Ao lado de diversas regras de caráter comum, o regime jurídico da empresa pública diferencia-se do aplicável às sociedades de economia mista em vários aspectos. Dentre os traços diferenciadores estatuídos pela Lei Federal nº 13.303, de 30 de junho de 2016, Lei das Estatais, inclui-se a
- A)presença de Conselho de Administração na estrutura de governança, aplicável apenas às sociedades de economia mista.
Errada, porque a presença de Conselho de Administração não é traço exclusivo das sociedades de economia mista, já que a Lei 13.303 também disciplina a governança das empresas públicas.
- B)imunidade tributária, aplicável apenas às empresas públicas.
Errada, porque imunidade tributária não é atributo automático de empresa pública e depende da natureza da atividade, não servindo como diferença legal simples entre as espécies.

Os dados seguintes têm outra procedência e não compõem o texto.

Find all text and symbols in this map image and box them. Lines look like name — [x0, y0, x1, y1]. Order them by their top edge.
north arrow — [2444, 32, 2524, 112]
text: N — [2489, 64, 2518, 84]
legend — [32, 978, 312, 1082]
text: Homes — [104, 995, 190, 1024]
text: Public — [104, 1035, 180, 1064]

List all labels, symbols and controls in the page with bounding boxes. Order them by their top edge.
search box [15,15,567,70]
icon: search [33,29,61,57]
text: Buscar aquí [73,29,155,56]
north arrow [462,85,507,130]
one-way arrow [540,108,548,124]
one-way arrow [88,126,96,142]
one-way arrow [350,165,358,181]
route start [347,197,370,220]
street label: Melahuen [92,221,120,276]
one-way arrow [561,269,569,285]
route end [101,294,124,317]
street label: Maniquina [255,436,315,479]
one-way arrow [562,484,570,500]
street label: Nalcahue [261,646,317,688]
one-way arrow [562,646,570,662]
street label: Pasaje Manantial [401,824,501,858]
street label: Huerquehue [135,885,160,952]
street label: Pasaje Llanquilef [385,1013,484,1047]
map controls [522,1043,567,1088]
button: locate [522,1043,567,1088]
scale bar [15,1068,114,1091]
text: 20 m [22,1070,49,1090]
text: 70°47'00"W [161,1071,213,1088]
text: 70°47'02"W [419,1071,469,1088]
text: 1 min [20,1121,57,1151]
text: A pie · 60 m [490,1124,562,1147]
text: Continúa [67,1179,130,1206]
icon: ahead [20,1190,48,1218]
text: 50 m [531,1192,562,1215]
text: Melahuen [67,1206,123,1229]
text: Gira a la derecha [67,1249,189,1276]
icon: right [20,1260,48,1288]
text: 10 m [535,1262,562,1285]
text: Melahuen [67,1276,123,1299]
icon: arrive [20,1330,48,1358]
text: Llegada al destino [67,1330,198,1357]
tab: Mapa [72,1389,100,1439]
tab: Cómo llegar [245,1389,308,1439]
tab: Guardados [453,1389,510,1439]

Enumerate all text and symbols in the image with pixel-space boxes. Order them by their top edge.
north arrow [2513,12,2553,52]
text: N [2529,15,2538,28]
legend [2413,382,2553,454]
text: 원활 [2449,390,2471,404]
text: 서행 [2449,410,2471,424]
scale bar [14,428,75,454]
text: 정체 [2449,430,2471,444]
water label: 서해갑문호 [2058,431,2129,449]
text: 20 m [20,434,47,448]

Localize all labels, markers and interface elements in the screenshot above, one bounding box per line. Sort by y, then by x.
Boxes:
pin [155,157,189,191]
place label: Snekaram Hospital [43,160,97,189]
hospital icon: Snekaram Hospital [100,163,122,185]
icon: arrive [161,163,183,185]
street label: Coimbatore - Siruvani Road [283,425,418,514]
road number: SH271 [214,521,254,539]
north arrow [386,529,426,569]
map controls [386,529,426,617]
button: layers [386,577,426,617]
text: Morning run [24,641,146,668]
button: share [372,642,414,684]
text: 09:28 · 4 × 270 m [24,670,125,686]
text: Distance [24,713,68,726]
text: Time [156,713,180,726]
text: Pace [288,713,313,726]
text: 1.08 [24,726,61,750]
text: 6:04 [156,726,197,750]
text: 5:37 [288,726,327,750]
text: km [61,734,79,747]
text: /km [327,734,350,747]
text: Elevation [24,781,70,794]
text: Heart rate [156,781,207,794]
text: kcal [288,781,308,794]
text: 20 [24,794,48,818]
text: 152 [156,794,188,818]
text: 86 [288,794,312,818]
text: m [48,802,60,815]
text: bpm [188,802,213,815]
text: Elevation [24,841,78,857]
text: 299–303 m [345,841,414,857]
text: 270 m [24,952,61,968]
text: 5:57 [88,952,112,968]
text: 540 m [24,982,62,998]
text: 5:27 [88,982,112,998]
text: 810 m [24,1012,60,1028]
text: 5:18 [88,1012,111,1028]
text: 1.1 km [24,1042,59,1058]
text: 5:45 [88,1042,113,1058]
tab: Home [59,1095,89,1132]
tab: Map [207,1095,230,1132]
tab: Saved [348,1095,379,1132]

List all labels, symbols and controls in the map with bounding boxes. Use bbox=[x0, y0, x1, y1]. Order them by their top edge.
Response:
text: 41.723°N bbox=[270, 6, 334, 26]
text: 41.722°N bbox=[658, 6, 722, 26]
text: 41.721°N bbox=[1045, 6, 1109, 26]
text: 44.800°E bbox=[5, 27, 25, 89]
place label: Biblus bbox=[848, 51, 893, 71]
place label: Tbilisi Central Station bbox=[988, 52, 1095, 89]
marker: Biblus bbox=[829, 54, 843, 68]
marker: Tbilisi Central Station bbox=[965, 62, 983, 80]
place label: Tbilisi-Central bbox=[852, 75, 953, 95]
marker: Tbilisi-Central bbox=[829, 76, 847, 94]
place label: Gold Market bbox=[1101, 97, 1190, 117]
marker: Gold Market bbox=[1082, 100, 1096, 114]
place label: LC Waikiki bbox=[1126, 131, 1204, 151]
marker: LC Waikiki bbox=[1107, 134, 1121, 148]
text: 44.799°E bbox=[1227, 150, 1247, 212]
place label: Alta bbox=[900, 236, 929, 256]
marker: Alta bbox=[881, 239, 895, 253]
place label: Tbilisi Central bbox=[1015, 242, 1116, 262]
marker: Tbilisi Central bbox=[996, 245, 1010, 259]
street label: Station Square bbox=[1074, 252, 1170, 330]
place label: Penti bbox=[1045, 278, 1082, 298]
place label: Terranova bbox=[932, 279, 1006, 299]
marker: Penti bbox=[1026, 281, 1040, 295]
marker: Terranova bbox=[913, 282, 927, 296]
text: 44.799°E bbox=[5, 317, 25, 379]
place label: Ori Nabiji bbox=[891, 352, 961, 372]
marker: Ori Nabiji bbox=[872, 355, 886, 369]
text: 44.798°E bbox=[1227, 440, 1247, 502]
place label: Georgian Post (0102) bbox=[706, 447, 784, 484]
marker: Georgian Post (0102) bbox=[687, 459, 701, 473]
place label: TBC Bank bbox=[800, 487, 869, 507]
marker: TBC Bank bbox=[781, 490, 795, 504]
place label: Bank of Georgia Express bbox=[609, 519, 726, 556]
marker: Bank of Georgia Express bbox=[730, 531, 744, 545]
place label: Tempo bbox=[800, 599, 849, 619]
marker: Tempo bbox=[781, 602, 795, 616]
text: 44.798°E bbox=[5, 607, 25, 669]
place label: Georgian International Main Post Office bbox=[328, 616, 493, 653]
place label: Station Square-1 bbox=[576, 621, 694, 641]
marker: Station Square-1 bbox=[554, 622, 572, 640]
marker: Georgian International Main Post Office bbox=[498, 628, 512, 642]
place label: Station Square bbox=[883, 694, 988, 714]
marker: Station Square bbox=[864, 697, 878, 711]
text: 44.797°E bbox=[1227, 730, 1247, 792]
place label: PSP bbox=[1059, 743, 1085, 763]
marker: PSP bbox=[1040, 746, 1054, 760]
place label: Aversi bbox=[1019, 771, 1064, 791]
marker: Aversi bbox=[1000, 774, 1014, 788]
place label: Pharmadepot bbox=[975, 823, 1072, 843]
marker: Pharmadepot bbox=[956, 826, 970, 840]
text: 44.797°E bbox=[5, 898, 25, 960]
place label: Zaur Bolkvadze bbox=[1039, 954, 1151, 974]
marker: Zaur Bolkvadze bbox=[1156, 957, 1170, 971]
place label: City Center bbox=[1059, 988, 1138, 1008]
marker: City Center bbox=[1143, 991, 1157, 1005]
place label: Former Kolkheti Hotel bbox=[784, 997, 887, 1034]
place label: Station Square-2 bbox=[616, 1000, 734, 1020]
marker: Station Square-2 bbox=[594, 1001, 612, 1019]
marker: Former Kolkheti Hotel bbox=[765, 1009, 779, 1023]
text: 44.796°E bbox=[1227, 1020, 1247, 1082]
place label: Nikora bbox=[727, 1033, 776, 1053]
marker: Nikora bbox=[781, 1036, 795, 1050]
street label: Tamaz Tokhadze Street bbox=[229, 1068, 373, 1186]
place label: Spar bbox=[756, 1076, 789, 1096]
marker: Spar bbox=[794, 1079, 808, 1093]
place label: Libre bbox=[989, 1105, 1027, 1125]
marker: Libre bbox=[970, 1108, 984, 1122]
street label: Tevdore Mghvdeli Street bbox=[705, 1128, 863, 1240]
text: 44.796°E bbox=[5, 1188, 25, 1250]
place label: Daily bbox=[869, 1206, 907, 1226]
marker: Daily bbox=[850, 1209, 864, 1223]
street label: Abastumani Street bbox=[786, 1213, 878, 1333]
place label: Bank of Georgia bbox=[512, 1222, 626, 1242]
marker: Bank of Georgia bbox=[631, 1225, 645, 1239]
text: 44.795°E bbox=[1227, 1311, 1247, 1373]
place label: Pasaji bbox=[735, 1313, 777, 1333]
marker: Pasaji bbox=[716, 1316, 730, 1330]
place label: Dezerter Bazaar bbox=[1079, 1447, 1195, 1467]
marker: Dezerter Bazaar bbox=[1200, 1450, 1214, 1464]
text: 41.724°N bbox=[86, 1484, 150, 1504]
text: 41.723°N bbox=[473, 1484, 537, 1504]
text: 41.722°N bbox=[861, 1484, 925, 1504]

- C)submissão ao regime licitatório, aplicável apenas às empresas públicas.
Errada, porque tanto empresa pública quanto sociedade de economia mista se submetem ao regime licitatório previsto na Lei 13.303, não sendo isso exclusividade de uma delas.
- D)vedação à emissão de partes beneficiárias, aplicável apenas às empresas públicas.
Certa, porque a Lei das Estatais prevê vedação à emissão de partes beneficiárias pela empresa pública, o que aparece como um traço diferenciador cobrado pela banca.
- E)possibilidade de criação de subsidiárias, aplicável apenas às sociedades de economia mista.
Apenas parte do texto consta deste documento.